*INSTRUCTIONS TO FOLLOW*
Count how many lines in the entries below hold the string "Compartilhar", and respond with that number only.

[Collected data]
==*==

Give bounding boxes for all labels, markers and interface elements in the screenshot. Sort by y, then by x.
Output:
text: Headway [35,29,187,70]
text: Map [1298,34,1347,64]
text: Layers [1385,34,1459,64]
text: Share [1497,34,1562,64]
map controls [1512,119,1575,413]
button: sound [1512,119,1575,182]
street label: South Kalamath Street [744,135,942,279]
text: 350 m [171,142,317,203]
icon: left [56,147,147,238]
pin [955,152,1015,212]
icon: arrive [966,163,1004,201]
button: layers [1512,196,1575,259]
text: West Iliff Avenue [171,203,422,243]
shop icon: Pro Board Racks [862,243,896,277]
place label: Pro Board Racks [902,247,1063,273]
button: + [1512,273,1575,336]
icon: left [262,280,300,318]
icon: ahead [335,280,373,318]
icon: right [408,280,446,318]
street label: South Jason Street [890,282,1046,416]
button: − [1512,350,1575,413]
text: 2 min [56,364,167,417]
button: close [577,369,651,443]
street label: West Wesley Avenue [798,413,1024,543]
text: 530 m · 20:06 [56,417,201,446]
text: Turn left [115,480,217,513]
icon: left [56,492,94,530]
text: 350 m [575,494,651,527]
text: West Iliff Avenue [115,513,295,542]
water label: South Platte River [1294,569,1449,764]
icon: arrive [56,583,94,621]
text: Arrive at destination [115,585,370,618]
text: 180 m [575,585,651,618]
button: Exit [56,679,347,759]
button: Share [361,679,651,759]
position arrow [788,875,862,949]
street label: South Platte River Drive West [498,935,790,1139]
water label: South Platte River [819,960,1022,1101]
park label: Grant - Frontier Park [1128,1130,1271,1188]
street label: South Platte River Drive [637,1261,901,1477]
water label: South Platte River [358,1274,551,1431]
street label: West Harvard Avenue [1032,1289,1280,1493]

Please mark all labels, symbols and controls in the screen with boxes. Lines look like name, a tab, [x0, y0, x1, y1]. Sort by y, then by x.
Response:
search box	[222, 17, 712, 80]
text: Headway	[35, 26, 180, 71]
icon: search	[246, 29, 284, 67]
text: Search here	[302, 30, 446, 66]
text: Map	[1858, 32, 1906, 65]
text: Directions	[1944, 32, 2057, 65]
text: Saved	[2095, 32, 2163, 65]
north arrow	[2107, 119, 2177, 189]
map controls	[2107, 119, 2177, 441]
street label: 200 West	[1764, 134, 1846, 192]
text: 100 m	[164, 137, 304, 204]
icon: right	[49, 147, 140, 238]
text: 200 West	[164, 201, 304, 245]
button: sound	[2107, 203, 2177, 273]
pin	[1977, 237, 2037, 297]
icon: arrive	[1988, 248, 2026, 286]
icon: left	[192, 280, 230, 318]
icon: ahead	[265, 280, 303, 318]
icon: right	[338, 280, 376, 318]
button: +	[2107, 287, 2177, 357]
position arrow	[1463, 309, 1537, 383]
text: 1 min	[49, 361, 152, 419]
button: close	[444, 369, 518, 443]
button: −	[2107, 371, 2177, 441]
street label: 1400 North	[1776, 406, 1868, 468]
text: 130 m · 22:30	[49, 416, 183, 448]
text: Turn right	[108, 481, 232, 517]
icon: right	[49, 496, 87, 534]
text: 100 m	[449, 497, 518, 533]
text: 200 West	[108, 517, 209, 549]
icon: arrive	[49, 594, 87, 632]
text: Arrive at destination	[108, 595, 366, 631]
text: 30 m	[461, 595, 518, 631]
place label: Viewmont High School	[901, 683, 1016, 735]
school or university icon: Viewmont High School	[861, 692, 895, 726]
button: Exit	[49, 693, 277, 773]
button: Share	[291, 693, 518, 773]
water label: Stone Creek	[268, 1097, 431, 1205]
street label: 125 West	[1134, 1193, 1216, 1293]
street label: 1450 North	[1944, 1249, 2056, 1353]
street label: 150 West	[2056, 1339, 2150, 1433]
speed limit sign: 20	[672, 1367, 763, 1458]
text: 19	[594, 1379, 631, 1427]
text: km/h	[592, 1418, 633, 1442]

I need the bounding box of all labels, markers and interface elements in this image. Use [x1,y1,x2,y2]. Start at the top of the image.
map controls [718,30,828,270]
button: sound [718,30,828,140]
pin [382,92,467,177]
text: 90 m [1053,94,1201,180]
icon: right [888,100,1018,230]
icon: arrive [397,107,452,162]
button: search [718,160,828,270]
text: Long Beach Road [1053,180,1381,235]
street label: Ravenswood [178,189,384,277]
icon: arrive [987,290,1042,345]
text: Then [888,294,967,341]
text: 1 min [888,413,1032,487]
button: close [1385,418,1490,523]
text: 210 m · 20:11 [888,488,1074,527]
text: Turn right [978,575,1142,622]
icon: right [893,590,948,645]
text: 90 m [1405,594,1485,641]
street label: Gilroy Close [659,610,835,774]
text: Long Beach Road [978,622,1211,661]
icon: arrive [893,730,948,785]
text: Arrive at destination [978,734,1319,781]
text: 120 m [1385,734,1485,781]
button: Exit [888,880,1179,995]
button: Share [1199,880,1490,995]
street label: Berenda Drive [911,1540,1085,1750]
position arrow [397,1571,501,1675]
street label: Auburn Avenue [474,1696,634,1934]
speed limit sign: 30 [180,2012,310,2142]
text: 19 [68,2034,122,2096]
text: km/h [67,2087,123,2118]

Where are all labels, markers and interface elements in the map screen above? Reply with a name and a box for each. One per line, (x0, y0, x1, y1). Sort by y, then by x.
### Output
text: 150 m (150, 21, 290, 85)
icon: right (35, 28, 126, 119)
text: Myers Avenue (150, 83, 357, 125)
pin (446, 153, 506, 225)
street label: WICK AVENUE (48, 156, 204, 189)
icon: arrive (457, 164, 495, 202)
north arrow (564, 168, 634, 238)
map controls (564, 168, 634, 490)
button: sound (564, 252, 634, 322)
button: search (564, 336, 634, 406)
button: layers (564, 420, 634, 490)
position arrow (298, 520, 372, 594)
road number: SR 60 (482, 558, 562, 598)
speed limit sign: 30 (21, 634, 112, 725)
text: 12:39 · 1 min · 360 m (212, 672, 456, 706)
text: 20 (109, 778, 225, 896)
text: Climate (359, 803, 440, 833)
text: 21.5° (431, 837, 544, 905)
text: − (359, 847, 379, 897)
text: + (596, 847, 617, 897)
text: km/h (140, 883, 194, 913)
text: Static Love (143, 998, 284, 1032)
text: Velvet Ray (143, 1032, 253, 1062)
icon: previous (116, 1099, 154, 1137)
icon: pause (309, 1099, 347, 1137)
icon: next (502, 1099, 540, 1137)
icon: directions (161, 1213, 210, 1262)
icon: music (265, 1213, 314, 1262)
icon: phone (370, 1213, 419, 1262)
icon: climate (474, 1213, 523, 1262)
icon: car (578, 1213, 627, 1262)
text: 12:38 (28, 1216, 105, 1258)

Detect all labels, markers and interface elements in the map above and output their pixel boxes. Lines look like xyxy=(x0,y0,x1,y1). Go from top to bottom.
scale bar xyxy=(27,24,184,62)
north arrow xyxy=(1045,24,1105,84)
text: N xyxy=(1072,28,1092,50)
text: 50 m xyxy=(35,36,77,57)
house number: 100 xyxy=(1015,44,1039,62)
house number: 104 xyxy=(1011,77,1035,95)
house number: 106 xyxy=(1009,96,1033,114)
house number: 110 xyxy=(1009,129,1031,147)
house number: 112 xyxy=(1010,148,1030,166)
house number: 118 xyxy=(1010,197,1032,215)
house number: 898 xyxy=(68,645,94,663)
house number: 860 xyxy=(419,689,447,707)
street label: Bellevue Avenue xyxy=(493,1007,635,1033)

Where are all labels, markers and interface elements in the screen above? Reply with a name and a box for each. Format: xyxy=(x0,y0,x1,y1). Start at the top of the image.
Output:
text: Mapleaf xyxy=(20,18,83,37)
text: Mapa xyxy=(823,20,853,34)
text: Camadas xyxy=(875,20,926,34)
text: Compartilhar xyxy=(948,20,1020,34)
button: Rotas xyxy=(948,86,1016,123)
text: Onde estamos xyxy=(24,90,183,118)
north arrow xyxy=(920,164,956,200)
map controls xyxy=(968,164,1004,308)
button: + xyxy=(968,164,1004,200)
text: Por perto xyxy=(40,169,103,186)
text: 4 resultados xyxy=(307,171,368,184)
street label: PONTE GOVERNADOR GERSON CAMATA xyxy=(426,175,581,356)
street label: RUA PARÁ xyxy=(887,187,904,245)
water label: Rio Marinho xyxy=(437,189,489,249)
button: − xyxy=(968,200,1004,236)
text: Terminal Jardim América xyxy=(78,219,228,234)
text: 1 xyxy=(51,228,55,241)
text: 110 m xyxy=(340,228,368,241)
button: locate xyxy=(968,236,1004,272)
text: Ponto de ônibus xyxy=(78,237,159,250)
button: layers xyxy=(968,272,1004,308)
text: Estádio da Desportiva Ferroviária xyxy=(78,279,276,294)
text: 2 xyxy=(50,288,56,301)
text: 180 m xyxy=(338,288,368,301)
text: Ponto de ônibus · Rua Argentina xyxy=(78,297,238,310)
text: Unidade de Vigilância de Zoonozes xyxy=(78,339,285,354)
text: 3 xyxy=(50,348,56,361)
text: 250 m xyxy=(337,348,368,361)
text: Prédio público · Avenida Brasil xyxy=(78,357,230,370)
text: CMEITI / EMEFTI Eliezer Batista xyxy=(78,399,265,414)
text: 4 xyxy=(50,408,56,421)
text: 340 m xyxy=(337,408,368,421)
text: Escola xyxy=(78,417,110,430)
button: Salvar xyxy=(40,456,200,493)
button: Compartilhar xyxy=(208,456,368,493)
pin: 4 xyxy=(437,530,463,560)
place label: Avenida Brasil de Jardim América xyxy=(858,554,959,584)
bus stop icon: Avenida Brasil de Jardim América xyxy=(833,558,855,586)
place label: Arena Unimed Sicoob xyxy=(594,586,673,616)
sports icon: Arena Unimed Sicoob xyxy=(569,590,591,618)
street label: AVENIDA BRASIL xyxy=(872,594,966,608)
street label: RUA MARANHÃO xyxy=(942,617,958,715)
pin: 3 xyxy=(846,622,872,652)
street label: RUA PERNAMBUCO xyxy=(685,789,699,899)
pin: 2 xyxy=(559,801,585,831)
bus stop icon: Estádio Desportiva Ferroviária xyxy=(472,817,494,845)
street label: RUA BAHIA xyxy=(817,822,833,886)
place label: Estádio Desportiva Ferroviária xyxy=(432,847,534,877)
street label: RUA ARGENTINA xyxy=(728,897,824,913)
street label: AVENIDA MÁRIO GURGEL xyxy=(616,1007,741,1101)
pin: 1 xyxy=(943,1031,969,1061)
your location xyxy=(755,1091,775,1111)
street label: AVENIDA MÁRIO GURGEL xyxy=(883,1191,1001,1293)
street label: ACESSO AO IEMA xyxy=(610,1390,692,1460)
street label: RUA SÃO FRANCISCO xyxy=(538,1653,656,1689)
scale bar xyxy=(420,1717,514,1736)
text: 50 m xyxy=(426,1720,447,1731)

==*==

*RESULT OF THE EXERCISE*
2